**ENTRIES PROVIDED**

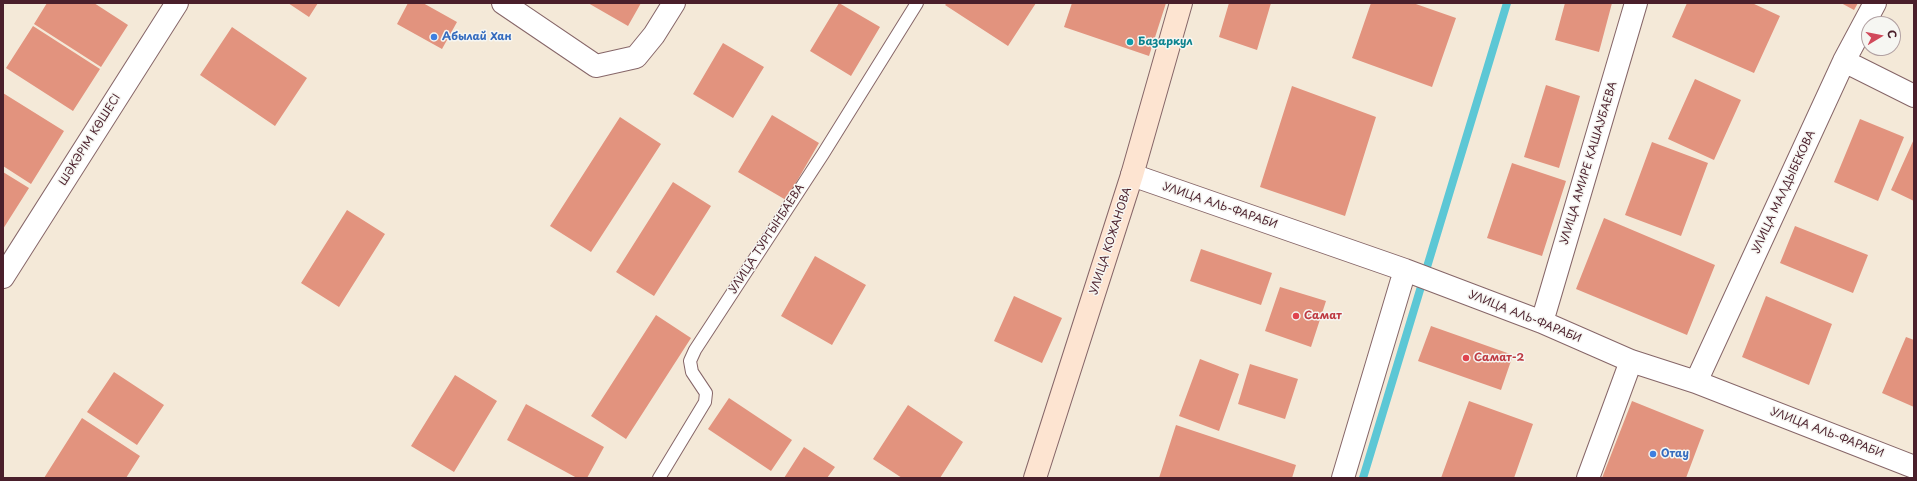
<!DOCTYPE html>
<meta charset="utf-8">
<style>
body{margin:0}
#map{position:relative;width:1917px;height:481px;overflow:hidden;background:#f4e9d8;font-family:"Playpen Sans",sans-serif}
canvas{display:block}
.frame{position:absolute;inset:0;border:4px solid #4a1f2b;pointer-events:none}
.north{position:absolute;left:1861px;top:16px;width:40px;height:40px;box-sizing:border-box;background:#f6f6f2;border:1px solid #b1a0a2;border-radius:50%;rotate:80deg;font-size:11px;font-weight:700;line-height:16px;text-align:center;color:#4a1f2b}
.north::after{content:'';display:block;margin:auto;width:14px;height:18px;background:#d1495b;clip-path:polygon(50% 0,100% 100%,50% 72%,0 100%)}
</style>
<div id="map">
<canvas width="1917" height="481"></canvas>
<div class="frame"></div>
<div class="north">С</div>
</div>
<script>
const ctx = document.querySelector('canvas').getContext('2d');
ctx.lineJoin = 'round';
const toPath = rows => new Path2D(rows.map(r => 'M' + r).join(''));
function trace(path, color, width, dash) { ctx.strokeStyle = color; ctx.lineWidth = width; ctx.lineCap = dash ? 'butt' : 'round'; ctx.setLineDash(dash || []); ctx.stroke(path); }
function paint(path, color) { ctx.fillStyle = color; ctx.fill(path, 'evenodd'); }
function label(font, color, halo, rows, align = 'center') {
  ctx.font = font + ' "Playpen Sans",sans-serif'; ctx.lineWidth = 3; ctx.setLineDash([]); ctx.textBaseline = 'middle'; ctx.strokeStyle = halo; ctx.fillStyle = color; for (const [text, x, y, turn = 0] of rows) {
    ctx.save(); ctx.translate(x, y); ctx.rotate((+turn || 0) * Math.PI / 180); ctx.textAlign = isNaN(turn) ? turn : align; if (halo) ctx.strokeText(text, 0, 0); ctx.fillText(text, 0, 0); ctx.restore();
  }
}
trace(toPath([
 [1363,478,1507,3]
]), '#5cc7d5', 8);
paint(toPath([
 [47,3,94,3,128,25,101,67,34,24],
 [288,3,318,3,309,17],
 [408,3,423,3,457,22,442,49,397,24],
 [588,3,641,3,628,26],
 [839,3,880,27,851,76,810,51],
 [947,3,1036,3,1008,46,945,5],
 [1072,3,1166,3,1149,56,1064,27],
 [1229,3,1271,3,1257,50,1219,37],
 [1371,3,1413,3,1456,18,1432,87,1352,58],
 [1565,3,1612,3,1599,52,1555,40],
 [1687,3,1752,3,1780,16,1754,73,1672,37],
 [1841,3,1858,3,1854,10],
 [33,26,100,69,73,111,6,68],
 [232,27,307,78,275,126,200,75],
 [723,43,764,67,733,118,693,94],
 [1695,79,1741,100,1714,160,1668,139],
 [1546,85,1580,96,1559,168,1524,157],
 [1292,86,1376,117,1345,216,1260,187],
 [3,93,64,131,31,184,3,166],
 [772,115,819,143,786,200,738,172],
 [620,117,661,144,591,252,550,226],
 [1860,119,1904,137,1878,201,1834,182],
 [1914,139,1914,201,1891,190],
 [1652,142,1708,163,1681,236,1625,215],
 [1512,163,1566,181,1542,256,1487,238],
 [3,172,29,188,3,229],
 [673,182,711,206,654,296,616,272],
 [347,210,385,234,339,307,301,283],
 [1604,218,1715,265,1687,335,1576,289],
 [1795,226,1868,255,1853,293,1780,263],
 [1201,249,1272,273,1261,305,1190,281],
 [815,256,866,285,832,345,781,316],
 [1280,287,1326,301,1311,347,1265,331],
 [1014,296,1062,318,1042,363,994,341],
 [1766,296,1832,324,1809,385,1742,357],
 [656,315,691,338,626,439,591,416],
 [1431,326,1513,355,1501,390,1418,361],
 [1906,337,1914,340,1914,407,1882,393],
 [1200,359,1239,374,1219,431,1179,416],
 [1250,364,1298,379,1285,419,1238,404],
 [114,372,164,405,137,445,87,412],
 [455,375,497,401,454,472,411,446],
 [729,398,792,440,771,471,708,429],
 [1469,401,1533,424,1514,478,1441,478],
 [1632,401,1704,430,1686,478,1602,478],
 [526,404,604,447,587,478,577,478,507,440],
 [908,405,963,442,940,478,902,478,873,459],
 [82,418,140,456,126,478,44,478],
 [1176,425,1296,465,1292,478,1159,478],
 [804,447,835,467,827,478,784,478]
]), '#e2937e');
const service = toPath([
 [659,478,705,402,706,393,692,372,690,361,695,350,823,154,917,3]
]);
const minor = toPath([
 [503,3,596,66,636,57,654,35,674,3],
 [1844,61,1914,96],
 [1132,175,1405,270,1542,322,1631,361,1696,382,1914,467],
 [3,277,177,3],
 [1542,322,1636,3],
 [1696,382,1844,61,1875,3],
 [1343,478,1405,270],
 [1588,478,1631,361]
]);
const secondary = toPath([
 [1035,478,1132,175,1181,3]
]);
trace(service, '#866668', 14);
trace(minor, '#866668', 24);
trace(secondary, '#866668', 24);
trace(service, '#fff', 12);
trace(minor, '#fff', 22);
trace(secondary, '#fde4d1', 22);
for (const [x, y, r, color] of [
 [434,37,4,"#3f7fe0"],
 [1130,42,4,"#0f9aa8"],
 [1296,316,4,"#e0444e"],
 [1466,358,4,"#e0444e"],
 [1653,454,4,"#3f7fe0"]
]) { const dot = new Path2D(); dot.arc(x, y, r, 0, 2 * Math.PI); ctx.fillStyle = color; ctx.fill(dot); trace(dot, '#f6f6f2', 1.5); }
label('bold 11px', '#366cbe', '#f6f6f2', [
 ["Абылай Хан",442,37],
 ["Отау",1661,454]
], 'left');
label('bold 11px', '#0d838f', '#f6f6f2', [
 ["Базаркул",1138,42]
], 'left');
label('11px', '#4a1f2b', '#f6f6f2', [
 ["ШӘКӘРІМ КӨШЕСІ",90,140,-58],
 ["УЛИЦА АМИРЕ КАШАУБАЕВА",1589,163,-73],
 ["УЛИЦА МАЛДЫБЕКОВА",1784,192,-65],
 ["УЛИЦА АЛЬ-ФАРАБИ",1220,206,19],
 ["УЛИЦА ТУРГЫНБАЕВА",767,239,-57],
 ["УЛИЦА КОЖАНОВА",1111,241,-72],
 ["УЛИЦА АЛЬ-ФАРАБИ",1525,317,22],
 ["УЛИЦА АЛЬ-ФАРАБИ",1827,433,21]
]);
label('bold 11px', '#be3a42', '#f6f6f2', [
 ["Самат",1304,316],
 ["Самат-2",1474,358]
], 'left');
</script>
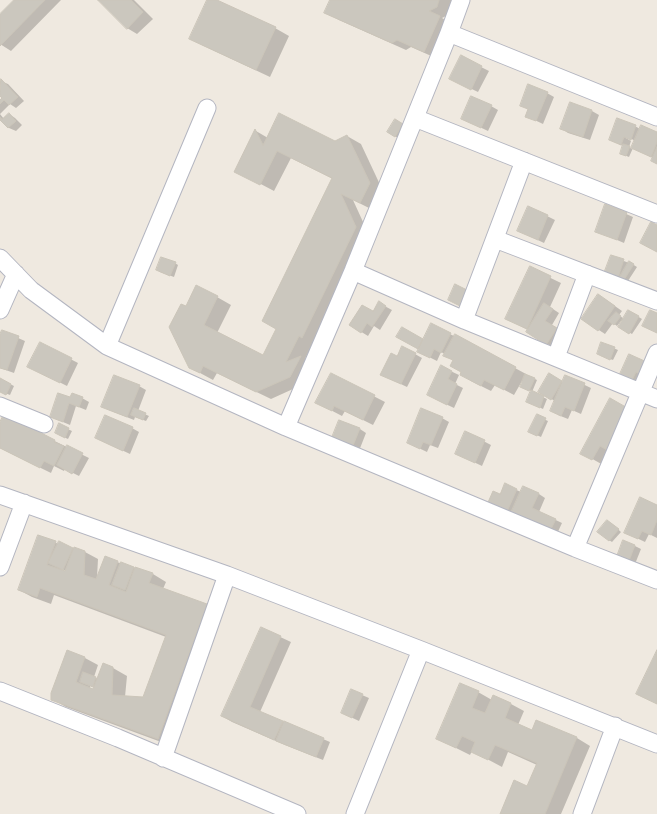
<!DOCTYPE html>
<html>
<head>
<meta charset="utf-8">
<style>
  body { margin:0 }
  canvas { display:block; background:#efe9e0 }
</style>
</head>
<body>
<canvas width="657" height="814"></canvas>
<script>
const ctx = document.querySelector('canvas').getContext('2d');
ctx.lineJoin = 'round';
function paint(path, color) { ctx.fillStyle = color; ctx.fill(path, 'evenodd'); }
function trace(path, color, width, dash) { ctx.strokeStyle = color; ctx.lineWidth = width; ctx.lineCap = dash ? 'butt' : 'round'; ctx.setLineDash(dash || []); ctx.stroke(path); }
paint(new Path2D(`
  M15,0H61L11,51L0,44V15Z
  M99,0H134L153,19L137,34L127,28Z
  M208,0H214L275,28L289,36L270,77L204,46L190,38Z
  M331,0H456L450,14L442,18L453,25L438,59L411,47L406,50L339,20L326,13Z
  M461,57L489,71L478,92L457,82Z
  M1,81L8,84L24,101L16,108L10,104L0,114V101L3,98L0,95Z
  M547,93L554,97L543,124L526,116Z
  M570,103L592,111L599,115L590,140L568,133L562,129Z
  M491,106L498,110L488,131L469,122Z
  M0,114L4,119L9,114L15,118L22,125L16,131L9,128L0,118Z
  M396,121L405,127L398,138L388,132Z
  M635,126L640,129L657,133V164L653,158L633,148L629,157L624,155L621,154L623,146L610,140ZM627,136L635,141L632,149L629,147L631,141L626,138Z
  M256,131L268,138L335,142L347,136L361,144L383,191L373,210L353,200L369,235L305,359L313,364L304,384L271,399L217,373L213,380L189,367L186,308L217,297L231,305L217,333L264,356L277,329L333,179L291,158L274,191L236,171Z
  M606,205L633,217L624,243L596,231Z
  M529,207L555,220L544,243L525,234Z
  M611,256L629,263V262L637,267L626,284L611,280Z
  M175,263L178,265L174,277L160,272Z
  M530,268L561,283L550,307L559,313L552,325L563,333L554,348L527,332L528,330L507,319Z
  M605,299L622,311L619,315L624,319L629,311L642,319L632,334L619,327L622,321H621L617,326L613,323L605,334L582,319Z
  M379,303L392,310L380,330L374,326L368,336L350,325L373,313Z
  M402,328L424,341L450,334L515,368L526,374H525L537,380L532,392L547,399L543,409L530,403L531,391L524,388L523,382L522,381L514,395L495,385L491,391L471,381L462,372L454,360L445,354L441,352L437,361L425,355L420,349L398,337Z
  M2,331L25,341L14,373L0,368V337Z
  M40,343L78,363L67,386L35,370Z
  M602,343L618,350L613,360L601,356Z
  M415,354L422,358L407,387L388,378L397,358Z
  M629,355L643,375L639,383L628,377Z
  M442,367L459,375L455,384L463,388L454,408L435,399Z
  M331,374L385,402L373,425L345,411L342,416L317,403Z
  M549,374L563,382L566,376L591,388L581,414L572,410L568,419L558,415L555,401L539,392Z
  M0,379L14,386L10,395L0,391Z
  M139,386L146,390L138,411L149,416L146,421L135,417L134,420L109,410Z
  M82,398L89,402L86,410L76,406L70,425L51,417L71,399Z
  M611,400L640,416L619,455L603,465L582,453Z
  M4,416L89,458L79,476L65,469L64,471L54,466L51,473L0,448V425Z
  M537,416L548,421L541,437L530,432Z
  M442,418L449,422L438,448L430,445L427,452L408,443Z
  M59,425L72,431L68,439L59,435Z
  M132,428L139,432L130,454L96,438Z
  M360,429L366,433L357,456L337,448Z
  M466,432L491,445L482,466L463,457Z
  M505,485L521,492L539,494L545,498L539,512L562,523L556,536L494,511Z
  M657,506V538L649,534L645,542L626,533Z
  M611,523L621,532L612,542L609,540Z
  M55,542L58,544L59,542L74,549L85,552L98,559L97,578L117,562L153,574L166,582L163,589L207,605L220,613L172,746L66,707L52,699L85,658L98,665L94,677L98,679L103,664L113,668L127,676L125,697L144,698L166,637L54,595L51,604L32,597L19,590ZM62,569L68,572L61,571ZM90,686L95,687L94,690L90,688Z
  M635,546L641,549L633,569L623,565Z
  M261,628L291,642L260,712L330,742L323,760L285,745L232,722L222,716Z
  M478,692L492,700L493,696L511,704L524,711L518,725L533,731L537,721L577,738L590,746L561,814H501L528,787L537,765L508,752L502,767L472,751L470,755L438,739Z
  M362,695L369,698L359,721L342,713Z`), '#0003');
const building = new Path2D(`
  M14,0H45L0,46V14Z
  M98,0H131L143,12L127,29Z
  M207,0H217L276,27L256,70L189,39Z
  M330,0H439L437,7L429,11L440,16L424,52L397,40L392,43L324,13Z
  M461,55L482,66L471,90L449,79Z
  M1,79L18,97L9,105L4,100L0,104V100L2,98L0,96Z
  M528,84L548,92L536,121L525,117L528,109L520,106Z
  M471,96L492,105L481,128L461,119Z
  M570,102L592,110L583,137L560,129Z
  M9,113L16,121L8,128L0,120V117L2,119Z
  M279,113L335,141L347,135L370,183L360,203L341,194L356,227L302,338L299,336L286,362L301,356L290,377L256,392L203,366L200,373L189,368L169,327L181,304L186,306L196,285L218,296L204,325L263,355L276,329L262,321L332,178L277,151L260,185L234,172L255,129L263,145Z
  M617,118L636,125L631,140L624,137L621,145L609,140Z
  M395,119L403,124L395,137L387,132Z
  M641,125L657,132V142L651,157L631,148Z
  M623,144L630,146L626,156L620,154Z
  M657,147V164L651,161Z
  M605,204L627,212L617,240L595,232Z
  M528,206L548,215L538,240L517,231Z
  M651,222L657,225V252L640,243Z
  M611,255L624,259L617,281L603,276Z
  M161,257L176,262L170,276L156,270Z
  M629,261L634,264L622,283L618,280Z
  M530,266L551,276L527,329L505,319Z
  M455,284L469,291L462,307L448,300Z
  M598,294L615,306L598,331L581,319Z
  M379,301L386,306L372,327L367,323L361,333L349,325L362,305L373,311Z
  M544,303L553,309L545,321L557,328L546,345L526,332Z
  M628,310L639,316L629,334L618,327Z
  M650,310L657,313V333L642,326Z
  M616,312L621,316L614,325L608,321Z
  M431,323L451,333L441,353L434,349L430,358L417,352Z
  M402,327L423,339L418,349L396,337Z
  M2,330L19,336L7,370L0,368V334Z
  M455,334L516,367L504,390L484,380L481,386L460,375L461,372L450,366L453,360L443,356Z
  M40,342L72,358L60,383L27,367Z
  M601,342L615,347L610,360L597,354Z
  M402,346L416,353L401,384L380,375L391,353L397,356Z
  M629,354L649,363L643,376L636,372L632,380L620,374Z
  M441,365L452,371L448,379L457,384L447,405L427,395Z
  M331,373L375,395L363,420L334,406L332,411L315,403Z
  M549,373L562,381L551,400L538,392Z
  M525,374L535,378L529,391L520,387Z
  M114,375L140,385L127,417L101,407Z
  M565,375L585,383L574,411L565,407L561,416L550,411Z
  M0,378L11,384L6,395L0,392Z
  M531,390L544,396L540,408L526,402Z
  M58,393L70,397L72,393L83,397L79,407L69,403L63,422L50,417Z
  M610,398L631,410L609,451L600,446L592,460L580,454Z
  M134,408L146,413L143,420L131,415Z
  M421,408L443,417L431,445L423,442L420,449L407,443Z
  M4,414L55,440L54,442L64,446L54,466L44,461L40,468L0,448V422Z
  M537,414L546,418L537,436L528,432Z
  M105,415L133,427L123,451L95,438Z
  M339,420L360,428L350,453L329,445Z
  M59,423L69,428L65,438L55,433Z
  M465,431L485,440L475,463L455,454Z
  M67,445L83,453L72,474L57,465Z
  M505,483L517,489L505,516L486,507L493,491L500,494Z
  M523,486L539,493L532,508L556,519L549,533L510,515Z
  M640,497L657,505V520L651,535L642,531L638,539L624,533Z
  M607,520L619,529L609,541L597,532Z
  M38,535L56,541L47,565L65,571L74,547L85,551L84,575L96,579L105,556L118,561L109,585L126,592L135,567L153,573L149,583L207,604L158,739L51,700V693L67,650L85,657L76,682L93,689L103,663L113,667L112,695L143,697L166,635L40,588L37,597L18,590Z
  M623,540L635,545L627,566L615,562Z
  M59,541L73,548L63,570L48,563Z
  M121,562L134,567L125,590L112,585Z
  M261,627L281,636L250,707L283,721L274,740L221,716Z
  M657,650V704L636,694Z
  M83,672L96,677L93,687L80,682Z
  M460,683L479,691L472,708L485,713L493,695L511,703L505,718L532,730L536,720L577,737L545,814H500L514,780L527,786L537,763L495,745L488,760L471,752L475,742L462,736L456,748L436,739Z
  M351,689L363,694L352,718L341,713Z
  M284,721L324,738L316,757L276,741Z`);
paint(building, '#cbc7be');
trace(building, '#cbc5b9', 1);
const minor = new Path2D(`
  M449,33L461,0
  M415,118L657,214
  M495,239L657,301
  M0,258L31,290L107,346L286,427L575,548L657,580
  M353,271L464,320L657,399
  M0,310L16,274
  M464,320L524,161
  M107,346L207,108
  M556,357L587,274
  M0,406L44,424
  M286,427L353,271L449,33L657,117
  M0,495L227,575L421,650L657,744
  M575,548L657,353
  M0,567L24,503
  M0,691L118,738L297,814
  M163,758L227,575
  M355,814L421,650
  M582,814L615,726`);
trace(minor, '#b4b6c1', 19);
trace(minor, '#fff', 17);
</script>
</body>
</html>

**TASK STATEMENT**
Each line containing the word "rows" needs to be copied from the data above.

**OUTPUT OF THE EXERCISE**
const toPath = rows => new Path2D(rows.map(r => 'M' + r).join(''));
function label(font, color, halo, rows, align = 'center') {
  ctx.font = font + ' "Playpen Sans",sans-serif'; ctx.lineWidth = 3; ctx.setLineDash([]); ctx.textBaseline = 'middle'; ctx.strokeStyle = halo; ctx.fillStyle = color; for (const [text, x, y, turn = 0] of rows) {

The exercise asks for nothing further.